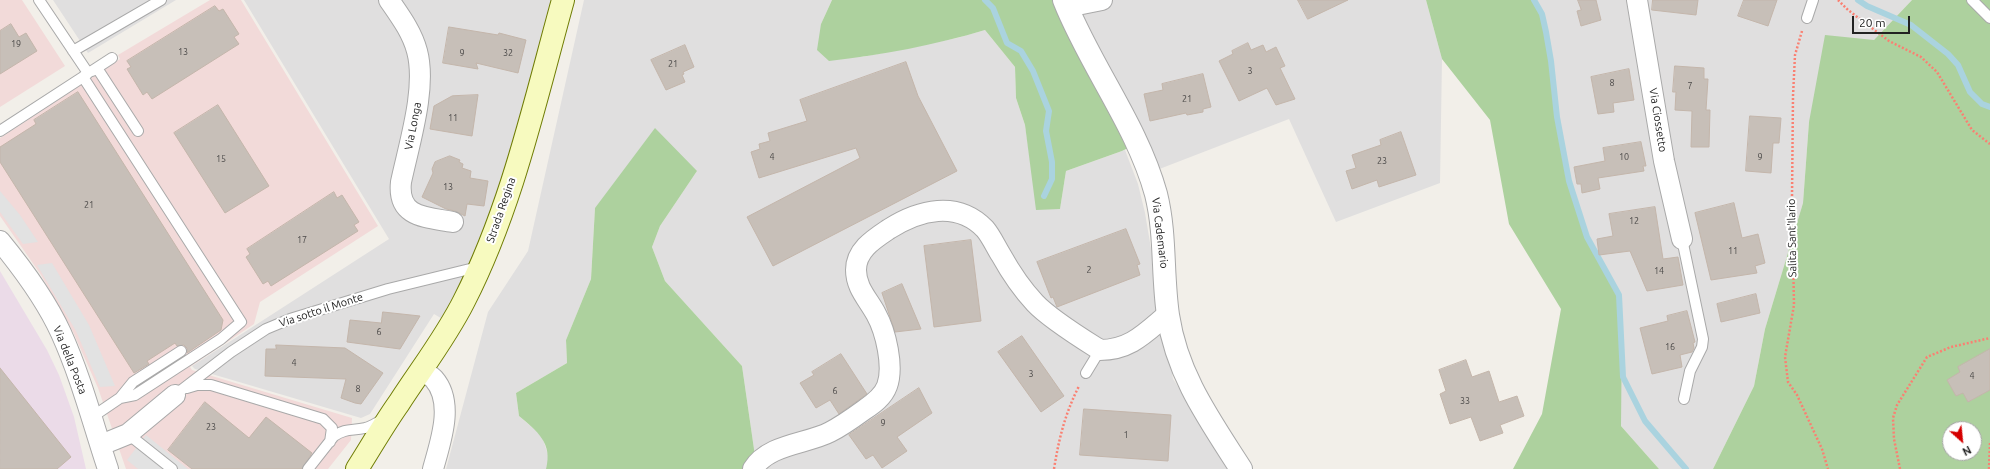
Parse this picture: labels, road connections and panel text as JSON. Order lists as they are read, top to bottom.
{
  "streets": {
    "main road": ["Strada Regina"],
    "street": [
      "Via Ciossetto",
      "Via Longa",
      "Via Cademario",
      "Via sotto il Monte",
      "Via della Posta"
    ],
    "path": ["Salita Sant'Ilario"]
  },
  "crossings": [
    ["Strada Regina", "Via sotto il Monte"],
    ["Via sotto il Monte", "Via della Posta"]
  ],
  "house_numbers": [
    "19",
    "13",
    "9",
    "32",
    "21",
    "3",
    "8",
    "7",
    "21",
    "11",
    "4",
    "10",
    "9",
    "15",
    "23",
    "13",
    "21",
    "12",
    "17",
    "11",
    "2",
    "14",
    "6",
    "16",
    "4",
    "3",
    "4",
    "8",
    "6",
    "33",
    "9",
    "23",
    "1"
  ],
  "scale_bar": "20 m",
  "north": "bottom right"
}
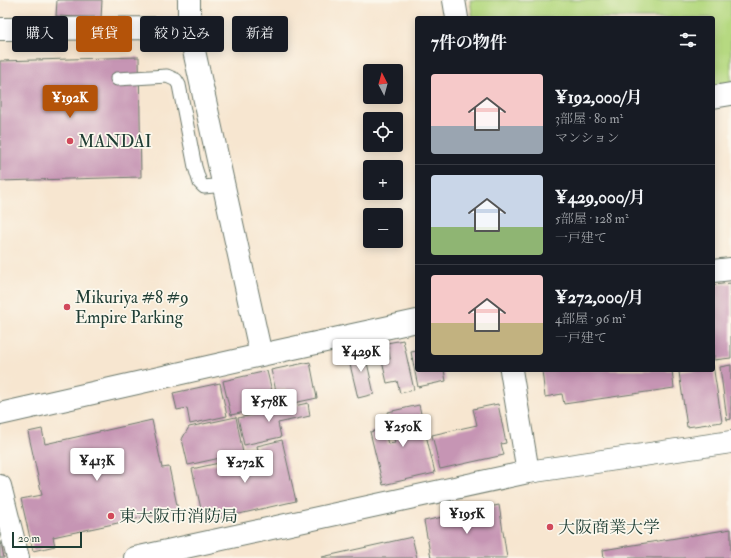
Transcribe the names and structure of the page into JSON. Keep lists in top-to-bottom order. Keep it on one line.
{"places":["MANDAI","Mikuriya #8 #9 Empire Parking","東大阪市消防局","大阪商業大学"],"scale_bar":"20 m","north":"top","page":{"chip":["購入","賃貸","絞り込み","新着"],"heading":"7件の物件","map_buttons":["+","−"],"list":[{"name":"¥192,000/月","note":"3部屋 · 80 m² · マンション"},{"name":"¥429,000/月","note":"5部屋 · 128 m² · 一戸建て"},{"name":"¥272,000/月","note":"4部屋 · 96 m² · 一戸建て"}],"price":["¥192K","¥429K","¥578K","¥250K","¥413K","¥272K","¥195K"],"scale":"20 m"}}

================

**Activity**
Return every line shown above without changing a word, and skip the pictures.

**Answer space**
Parse this picture: labels, road connections and panel text as JSON. Order lists as they are read, top to bottom.
{
  "streets": {
    "main road": ["Strada Regina"],
    "street": [
      "Via Ciossetto",
      "Via Longa",
      "Via Cademario",
      "Via sotto il Monte",
      "Via della Posta"
    ],
    "path": ["Salita Sant'Ilario"]
  },
  "crossings": [
    ["Strada Regina", "Via sotto il Monte"],
    ["Via sotto il Monte", "Via della Posta"]
  ],
  "house_numbers": [
    "19",
    "13",
    "9",
    "32",
    "21",
    "3",
    "8",
    "7",
    "21",
    "11",
    "4",
    "10",
    "9",
    "15",
    "23",
    "13",
    "21",
    "12",
    "17",
    "11",
    "2",
    "14",
    "6",
    "16",
    "4",
    "3",
    "4",
    "8",
    "6",
    "33",
    "9",
    "23",
    "1"
  ],
  "scale_bar": "20 m",
  "north": "bottom right"
}
Transcribe the names and structure of the page into JSON. Keep lists in top-to-bottom order. Keep it on one line.
{"places":["MANDAI","Mikuriya #8 #9 Empire Parking","東大阪市消防局","大阪商業大学"],"scale_bar":"20 m","north":"top","page":{"chip":["購入","賃貸","絞り込み","新着"],"heading":"7件の物件","map_buttons":["+","−"],"list":[{"name":"¥192,000/月","note":"3部屋 · 80 m² · マンション"},{"name":"¥429,000/月","note":"5部屋 · 128 m² · 一戸建て"},{"name":"¥272,000/月","note":"4部屋 · 96 m² · 一戸建て"}],"price":["¥192K","¥429K","¥578K","¥250K","¥413K","¥272K","¥195K"],"scale":"20 m"}}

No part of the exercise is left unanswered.